---- Provided material

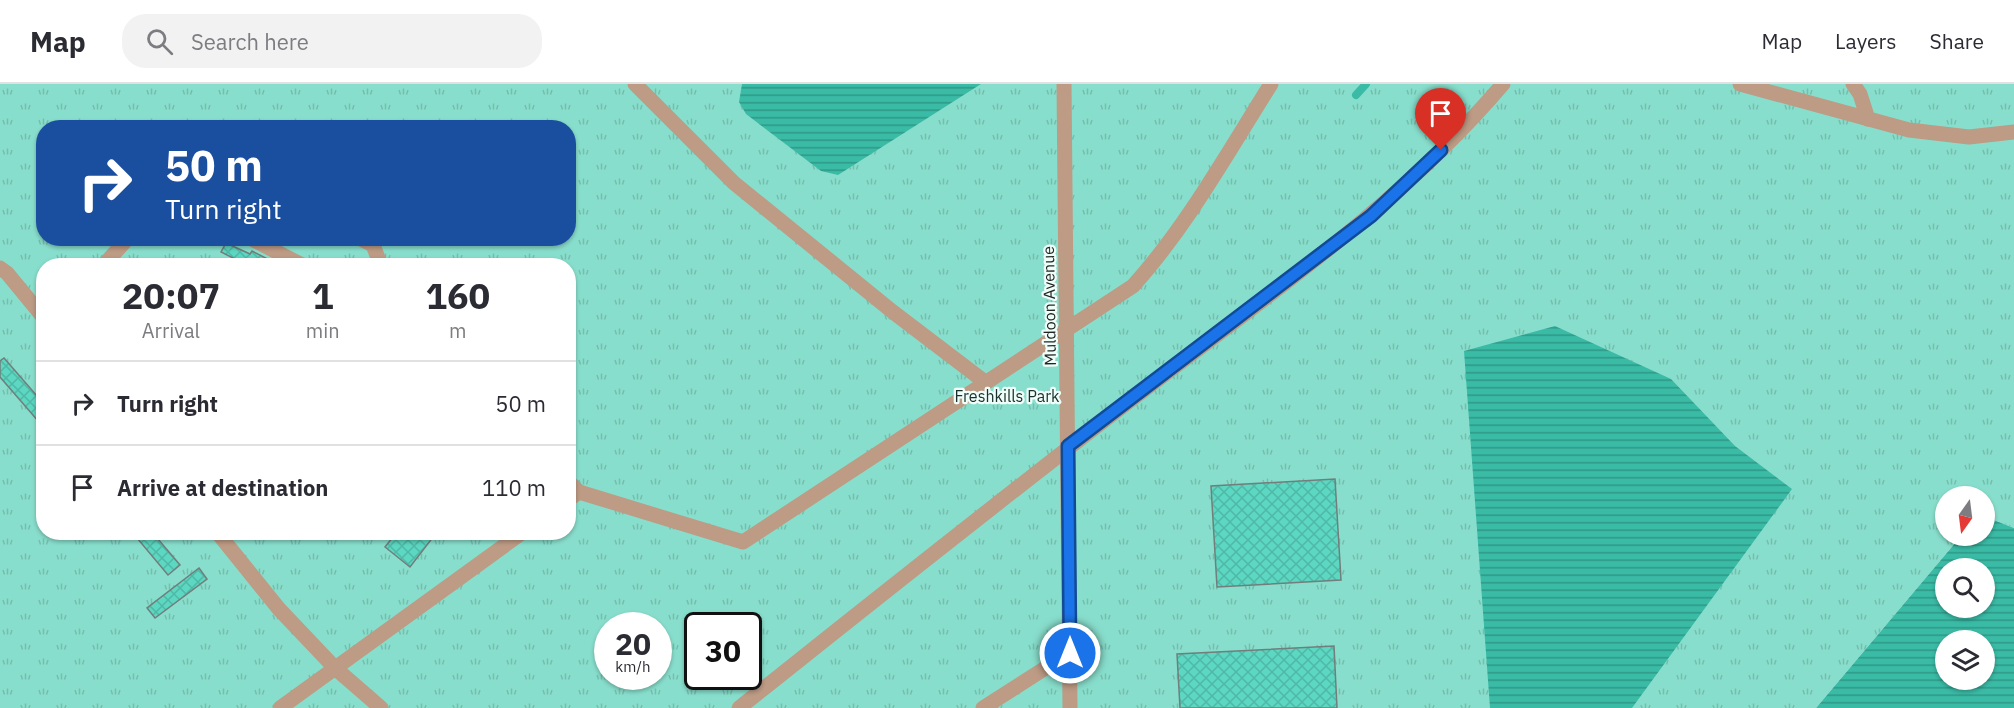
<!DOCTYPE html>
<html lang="en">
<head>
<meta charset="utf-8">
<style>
	:root { --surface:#fff; --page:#f2f2f3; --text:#2b2b33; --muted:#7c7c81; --line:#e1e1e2 }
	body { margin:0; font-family:"IBM Plex Sans",sans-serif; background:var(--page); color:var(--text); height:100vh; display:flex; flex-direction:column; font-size:22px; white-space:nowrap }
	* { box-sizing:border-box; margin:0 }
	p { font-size:20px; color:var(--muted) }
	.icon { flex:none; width:33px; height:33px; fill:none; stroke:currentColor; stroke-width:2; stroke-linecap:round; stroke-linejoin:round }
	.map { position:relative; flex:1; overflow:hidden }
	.drawer { position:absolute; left:36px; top:174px; width:540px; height:282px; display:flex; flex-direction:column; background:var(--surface); border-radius:24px; box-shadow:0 2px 4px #0004 }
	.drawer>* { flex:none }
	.banner { position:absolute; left:36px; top:36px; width:540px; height:126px; border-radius:24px; box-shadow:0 2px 4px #0004; background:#1a4fa0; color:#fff; overflow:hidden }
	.needle { width:39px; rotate:194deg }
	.fabs { position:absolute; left:1935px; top:402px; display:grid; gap:12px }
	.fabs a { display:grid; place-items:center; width:60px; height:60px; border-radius:50%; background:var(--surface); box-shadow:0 2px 4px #0004; font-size:30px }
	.speed { position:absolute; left:594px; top:528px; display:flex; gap:12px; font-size:30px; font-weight:700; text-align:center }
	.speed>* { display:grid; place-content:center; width:78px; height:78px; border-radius:50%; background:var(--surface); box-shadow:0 2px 4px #0004; line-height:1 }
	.speed small { font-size:15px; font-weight:400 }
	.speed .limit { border:3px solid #111; border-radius:9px; background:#fff; color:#111 }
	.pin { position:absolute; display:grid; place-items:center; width:51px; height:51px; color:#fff; margin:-62px -26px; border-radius:50% 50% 50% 0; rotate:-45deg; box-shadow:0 0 6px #0007 }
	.pin .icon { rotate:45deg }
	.me { position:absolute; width:66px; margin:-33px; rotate:0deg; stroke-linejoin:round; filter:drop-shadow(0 0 4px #0008) }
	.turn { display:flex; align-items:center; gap:21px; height:126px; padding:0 30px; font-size:27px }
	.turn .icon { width:78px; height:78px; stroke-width:2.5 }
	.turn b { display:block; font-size:42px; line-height:51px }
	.eta { display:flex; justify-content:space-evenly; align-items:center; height:102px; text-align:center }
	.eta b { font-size:36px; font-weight:700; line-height:42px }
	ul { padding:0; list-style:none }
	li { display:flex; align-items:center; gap:18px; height:84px; padding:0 30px; border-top:2px solid var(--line) }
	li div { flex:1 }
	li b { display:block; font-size:22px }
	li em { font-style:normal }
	header { display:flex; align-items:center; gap:36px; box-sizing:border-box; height:84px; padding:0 30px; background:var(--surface); border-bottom:2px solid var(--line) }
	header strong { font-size:28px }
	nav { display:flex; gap:33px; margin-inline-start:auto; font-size:21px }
	.search { width:420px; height:54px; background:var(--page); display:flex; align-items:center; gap:15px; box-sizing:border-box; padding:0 21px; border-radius:24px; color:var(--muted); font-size:22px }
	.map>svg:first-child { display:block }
	.grass { fill:url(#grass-tufts); fill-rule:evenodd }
	.water { fill:url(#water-rules); fill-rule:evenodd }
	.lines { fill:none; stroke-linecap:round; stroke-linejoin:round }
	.stream { stroke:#3abba6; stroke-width:8 }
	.building { fill:url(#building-cross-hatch); stroke:#727e7b; stroke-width:1.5 }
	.minor { stroke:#bd9b85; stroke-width:15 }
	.route-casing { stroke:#114b97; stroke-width:15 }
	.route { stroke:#1a73e8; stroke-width:10 }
	.labels { text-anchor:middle; stroke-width:4.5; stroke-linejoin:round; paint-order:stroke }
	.street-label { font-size:16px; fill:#212625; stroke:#f0fefa }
	.park-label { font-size:16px; fill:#1a302c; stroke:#f0fefa }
</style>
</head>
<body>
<header>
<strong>Map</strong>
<div class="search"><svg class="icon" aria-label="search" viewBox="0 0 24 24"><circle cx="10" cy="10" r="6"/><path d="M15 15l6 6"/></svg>Search here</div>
<nav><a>Map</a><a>Layers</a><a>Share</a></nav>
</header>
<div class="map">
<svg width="2014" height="624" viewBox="0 0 2014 624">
	<defs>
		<pattern id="grass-tufts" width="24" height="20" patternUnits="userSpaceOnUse" patternTransform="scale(1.5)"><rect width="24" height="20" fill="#88decc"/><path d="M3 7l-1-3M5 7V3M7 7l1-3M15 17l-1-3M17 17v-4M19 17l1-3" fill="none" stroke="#75beaf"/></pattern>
		<pattern id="water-rules" width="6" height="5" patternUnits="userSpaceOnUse" patternTransform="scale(1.5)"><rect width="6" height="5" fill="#3abba6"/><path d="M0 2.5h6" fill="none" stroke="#309887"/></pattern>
		<pattern id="building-cross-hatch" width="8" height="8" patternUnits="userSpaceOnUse" patternTransform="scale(1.5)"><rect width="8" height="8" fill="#5cd7c1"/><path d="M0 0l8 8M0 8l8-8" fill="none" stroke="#50b8a6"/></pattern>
	</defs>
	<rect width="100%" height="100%" fill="#f0fefa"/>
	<path class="grass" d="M 0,0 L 2014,0 L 2014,444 L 1994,436 L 1985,439 L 1984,412 L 1946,412 L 1946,452 L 1961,452 L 1816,624 L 0,624 ZM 44,44 L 568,44 L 568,154 L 44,154 ZM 44,182 L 568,182 L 568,448 L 44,448 ZM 608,542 L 658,542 L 658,592 L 608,592 ZM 698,542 L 748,542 L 748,592 L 698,592 Z"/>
	<g class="water">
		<polygon points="742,0 981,0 838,91 821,87 746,30 739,18"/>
		<polygon points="1555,242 1671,295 1735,362 1792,405 1632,624 1490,624 1464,267"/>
		<path d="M 1994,436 L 2014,444 L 2014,624 L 1816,624 L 1961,452 L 1984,452 L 1985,439 ZM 1946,484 L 1984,484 L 1984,524 L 1946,524 ZM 1946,556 L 1984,556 L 1984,596 L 1946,596 Z"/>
	</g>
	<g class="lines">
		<polyline class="stream" points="1356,11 1366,0"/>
	</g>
	<g class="building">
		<polygon points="226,159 250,170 252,167 281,182 252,182 246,178 245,180 221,168"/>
		<polygon points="4,274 44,320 44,334 39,338 0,293 0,277"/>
		<polygon points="1335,395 1341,496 1217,503 1211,402"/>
		<polygon points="132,448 152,448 180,481 168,491"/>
		<polygon points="397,448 437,448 410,483 385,463"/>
		<polygon points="199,484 207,495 155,534 147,524"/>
		<polygon points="1334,562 1337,624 1180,624 1177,570"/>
	</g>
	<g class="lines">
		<g class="minor">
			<polyline points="635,0 734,99 893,228 985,298"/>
			<polyline points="1064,0 1070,624"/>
			<polyline points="1740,0 1909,46 1969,53 2014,48"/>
			<polyline points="1853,0 1860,10 1868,35"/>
			<polyline points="250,154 304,182"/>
			<polyline points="359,154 373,161 381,182"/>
			<polyline points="103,182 128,154"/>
			<polyline points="0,184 7,189 44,234"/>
			<polyline points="568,397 579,408"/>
			<path d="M 568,416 L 579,408 L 743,458 L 1133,202 C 1187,142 1228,68 1271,0"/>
			<polyline points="217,448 279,525 335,584 381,624"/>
			<polyline points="280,624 523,448"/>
			<path d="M 739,624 C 875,516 1011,407 1149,302 C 1272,208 1402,119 1503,0"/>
			<polyline points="983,624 1069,569"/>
		</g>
	</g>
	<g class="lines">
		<g class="route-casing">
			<polyline id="route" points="1070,569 1068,362 1371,132 1441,66"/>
		</g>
		<use href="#route" class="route"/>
	</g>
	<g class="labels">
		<g class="street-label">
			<text transform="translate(1049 222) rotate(-91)" y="6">Muldoon Avenue</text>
		</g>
		<g class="park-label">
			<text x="1007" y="318">Freshkills Park</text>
		</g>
	</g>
</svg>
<div class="fabs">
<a><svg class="needle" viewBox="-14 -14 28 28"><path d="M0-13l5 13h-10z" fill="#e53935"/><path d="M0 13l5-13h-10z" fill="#7c7c81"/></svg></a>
<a><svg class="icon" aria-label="search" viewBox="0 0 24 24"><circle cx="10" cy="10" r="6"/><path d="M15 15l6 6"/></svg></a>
<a><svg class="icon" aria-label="layers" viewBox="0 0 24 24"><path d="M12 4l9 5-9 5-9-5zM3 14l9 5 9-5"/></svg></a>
</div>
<div class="speed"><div>20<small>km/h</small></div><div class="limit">30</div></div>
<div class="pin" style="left:1441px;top:66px;background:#d93025"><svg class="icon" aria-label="arrive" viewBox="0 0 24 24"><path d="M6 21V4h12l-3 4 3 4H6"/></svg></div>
<svg class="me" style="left:1070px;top:569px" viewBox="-20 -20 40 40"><circle r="17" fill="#1a73e8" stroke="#fff" stroke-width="3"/><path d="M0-11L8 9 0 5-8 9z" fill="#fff"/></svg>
<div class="banner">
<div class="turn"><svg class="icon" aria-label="right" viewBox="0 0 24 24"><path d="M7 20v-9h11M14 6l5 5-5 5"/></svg><div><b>50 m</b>Turn right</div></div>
</div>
<section class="drawer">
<div class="eta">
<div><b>20:07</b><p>Arrival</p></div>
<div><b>1</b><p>min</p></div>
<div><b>160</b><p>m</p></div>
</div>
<ul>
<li><svg class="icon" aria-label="right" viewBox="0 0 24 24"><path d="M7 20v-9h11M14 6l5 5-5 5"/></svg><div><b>Turn right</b></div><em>50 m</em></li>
<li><svg class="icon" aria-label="arrive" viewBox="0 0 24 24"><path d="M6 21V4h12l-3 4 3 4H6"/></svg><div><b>Arrive at destination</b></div><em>110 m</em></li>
</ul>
</section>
</div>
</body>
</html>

--------

◆ **Brief**: Look through the listing, and copy each line in which the string "place" turns up.

◆ **Task result**:
	.fabs a { display:grid; place-items:center; width:60px; height:60px; border-radius:50%; background:var(--surface); box-shadow:0 2px 4px #0004; font-size:30px }
	.speed>* { display:grid; place-content:center; width:78px; height:78px; border-radius:50%; background:var(--surface); box-shadow:0 2px 4px #0004; line-height:1 }
	.pin { position:absolute; display:grid; place-items:center; width:51px; height:51px; color:#fff; margin:-62px -26px; border-radius:50% 50% 50% 0; rotate:-45deg; box-shadow:0 0 6px #0007 }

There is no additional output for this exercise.